**ASSIGNED TASK:** Leaving out the pictures, return each line of the entries from the first through the line with "width:19px; height:19px; translate:-50%", and only those lines.

**DATA FOR REVIEW:**
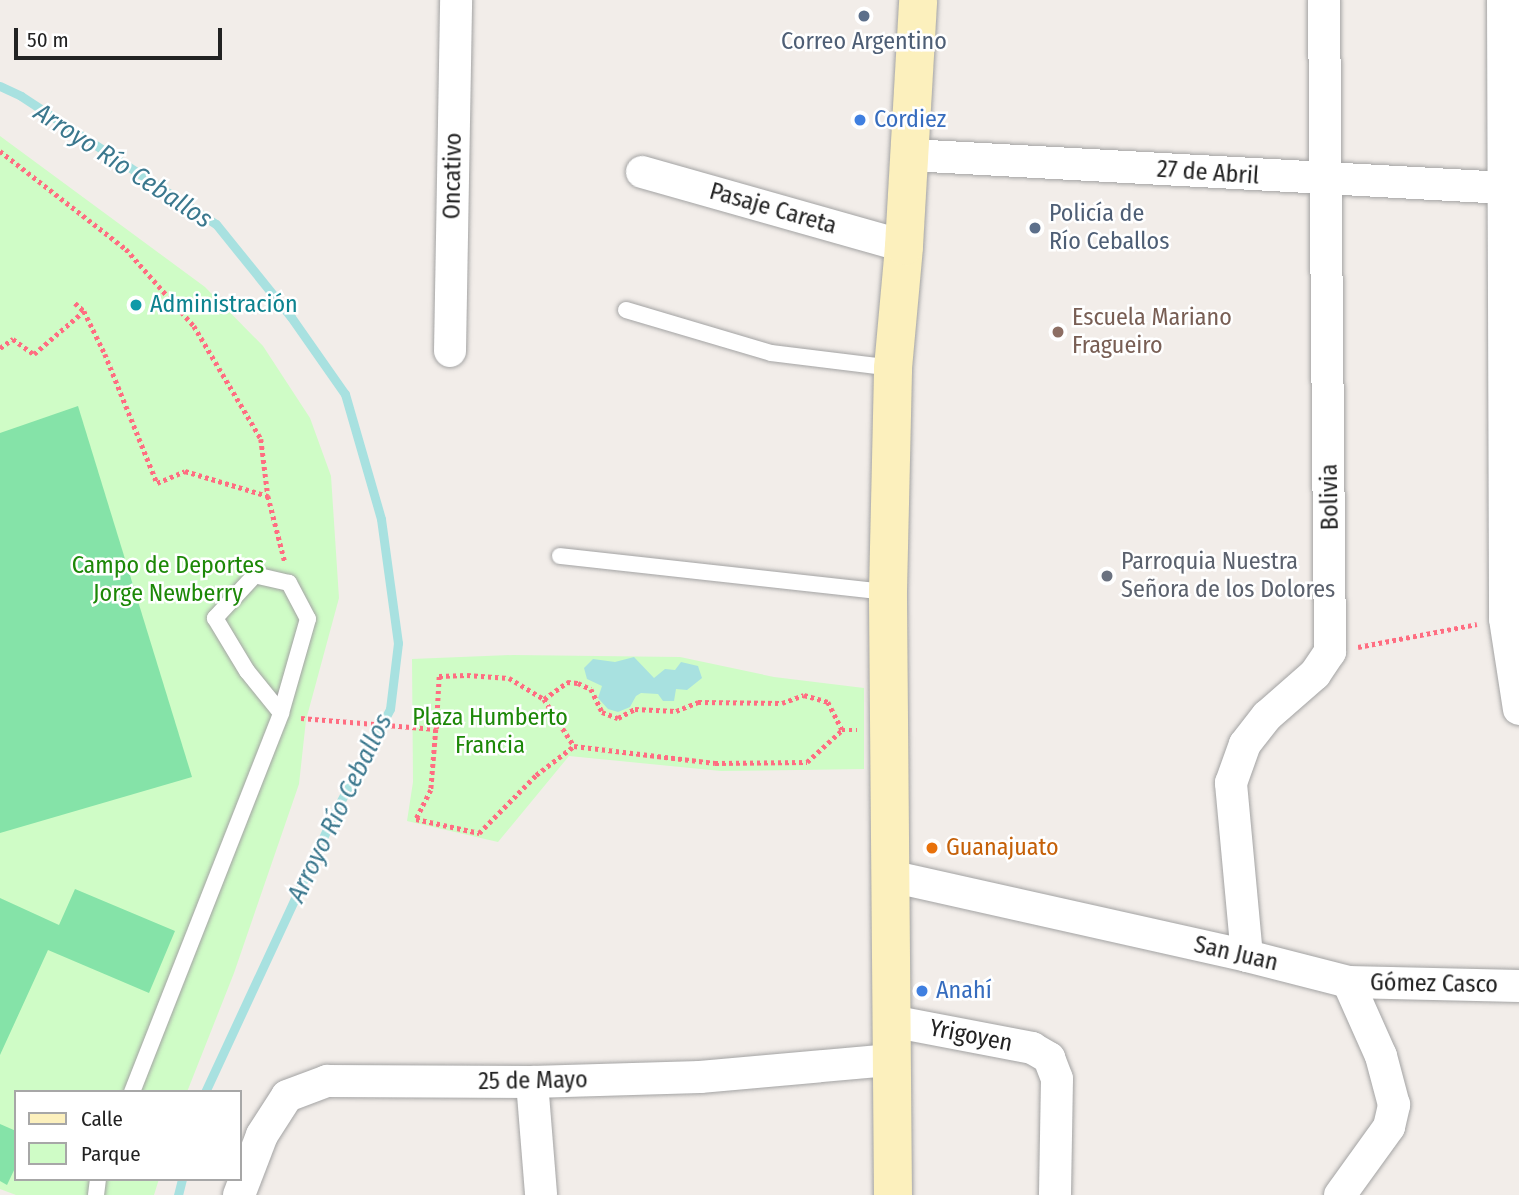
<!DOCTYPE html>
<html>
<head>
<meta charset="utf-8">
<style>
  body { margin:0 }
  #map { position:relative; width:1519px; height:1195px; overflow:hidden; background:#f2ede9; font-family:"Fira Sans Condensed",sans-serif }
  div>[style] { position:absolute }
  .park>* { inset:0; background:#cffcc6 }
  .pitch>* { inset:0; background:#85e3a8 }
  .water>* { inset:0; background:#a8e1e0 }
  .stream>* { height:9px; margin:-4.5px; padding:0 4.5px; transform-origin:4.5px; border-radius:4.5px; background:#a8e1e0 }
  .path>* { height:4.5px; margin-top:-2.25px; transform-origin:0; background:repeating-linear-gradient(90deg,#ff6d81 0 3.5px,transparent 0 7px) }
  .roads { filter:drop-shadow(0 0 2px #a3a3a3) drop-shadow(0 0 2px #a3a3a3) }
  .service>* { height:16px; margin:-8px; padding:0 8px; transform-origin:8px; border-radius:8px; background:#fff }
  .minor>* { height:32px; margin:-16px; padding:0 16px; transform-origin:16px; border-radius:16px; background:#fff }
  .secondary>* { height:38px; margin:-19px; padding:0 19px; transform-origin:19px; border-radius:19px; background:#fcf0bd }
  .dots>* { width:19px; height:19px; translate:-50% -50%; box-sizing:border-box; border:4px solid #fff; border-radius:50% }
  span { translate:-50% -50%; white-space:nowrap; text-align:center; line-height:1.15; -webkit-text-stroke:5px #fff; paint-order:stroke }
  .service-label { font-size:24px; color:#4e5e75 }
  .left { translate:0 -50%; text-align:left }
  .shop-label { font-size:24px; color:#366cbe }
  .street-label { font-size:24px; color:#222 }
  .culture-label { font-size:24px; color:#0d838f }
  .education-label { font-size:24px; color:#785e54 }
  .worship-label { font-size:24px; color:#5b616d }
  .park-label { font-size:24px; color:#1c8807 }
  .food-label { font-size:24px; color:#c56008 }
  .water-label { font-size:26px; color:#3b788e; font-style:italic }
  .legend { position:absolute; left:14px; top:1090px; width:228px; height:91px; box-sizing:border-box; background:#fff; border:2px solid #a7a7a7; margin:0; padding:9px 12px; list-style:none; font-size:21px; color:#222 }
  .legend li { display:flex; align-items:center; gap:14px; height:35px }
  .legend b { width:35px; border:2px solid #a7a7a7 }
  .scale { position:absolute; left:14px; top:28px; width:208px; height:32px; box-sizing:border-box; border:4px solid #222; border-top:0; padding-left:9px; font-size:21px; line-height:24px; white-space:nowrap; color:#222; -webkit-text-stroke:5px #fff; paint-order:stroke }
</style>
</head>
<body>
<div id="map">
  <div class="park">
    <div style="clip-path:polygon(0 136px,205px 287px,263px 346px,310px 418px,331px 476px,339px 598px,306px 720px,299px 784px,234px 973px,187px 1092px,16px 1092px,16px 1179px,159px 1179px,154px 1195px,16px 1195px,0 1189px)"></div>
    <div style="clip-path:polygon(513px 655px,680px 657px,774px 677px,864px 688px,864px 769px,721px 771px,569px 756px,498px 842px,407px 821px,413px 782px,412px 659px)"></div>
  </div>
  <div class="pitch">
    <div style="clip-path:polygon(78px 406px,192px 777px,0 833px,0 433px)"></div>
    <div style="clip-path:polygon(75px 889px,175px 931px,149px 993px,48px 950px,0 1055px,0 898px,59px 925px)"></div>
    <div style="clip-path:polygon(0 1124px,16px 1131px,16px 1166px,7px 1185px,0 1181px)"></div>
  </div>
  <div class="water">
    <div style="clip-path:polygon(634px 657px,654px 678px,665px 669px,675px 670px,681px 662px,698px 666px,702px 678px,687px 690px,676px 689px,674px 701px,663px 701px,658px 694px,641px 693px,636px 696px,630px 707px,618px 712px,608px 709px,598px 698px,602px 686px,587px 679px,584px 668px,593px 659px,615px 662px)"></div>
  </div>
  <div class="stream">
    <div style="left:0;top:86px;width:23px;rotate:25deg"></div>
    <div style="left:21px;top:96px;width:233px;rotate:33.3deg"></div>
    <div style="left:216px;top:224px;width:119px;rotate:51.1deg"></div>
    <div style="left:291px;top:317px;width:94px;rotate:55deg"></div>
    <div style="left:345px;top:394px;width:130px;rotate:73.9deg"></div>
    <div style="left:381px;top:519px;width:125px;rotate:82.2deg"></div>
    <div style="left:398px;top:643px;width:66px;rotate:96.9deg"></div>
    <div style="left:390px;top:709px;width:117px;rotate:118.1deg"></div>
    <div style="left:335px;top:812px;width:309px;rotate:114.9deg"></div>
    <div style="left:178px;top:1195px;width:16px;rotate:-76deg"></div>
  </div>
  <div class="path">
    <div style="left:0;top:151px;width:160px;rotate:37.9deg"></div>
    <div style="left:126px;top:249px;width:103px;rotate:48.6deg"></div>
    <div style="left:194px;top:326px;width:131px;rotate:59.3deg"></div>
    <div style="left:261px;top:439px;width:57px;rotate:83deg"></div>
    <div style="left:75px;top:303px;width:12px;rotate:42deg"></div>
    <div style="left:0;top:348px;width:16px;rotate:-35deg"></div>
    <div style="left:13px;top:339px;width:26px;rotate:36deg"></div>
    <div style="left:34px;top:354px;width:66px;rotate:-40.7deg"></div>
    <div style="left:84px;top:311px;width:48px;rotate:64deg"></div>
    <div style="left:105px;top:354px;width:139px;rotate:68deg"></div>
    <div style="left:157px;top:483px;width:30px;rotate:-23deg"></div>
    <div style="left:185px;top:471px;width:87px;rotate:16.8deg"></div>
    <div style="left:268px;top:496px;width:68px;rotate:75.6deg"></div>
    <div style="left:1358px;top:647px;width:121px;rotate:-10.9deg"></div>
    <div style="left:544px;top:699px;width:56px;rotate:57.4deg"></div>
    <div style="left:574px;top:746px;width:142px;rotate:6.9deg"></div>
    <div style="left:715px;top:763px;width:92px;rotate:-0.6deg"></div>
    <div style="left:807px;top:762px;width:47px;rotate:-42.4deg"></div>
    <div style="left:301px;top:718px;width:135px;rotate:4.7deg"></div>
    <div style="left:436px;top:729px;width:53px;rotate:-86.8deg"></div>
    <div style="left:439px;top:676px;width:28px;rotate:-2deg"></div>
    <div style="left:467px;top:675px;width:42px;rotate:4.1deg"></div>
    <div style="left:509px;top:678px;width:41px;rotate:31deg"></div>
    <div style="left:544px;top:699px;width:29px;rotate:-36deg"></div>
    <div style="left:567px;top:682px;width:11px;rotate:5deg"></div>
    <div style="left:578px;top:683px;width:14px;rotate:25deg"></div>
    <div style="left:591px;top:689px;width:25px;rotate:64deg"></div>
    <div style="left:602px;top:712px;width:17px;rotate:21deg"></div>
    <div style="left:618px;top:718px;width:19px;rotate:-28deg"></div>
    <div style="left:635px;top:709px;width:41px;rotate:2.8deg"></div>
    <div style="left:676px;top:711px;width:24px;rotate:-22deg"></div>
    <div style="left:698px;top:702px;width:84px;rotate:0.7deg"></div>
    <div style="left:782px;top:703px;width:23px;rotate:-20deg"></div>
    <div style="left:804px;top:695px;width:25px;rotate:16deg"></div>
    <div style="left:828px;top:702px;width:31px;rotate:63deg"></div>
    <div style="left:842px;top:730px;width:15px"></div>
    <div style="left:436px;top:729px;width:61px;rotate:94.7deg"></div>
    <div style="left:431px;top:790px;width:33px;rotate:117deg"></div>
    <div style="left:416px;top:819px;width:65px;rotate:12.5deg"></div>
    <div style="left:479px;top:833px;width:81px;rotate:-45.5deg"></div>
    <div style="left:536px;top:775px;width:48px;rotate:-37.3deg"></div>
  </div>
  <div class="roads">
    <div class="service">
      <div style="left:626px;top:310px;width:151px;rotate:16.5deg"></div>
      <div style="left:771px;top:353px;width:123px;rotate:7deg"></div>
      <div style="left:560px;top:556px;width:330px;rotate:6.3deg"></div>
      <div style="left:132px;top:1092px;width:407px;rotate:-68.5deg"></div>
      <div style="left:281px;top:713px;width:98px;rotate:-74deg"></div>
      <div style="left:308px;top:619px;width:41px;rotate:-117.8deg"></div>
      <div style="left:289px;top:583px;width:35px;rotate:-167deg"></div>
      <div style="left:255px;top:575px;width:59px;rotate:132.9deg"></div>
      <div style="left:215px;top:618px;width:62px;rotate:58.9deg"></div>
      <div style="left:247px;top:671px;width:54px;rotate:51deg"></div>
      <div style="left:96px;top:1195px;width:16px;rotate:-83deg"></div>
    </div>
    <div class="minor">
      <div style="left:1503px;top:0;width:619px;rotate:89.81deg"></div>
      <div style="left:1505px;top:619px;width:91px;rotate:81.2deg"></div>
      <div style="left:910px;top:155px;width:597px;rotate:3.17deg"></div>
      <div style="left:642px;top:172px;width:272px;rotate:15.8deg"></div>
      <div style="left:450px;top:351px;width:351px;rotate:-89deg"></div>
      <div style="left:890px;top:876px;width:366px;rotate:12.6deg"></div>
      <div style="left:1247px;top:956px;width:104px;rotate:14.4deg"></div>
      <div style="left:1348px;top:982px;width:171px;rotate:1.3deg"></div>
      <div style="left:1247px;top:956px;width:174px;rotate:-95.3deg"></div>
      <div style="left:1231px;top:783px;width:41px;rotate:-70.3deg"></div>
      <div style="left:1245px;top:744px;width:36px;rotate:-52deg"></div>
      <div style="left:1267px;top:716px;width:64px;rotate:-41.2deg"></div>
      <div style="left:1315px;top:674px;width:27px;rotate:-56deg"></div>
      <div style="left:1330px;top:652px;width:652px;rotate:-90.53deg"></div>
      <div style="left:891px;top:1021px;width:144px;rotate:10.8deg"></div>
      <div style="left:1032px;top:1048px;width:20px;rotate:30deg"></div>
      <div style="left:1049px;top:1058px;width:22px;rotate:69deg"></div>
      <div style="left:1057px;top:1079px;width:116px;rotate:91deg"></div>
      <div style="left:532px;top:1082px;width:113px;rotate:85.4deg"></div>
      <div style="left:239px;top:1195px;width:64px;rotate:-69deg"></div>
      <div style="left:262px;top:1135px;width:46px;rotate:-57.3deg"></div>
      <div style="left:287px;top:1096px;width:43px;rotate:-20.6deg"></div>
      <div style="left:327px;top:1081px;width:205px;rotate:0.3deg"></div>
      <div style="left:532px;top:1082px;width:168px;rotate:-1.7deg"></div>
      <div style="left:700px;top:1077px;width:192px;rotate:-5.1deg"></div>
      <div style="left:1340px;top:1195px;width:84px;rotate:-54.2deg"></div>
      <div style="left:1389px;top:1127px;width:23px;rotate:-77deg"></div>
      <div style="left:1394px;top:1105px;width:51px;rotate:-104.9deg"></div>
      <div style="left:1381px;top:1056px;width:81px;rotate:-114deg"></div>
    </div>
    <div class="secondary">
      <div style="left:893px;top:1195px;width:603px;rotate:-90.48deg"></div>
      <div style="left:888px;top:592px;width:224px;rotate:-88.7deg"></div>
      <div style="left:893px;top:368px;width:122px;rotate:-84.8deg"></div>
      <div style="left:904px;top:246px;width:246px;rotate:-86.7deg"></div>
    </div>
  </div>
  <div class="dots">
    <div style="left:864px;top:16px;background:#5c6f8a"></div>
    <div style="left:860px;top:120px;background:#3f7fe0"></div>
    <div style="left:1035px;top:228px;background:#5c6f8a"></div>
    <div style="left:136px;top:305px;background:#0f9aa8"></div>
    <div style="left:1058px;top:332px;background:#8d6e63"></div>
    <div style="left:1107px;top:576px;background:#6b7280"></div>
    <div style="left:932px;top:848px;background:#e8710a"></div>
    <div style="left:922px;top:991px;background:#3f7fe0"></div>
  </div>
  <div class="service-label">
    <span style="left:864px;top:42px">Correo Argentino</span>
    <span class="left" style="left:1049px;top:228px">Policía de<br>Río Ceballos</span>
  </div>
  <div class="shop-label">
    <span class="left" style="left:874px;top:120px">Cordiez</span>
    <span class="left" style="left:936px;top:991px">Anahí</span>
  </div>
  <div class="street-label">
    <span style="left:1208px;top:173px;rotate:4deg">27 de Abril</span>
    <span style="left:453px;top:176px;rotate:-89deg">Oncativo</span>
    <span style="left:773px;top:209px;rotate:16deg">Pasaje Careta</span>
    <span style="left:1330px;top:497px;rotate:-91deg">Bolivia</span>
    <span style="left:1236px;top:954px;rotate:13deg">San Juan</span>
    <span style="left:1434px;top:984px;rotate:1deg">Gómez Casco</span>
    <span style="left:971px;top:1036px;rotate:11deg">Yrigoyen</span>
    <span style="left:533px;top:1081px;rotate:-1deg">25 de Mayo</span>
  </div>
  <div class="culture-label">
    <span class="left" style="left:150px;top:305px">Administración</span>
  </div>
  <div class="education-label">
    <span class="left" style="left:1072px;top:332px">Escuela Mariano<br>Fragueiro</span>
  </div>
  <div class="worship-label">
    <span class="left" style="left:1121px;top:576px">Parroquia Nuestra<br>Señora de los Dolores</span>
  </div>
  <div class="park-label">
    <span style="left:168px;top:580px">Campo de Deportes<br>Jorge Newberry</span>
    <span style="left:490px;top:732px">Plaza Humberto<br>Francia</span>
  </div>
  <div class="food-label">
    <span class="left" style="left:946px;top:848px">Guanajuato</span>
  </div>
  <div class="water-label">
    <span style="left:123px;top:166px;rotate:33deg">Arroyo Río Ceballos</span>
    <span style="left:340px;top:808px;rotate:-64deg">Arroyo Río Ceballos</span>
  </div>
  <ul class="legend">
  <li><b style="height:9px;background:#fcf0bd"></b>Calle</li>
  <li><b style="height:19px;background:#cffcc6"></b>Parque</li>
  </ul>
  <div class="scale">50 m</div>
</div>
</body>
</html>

**REPLY TO THE EXERCISE:**
<!DOCTYPE html>
<html>
<head>
<meta charset="utf-8">
<style>
  body { margin:0 }
  #map { position:relative; width:1519px; height:1195px; overflow:hidden; background:#f2ede9; font-family:"Fira Sans Condensed",sans-serif }
  div>[style] { position:absolute }
  .park>* { inset:0; background:#cffcc6 }
  .pitch>* { inset:0; background:#85e3a8 }
  .water>* { inset:0; background:#a8e1e0 }
  .stream>* { height:9px; margin:-4.5px; padding:0 4.5px; transform-origin:4.5px; border-radius:4.5px; background:#a8e1e0 }
  .path>* { height:4.5px; margin-top:-2.25px; transform-origin:0; background:repeating-linear-gradient(90deg,#ff6d81 0 3.5px,transparent 0 7px) }
  .roads { filter:drop-shadow(0 0 2px #a3a3a3) drop-shadow(0 0 2px #a3a3a3) }
  .service>* { height:16px; margin:-8px; padding:0 8px; transform-origin:8px; border-radius:8px; background:#fff }
  .minor>* { height:32px; margin:-16px; padding:0 16px; transform-origin:16px; border-radius:16px; background:#fff }
  .secondary>* { height:38px; margin:-19px; padding:0 19px; transform-origin:19px; border-radius:19px; background:#fcf0bd }
  .dots>* { width:19px; height:19px; translate:-50% -50%; box-sizing:border-box; border:4px solid #fff; border-radius:50% }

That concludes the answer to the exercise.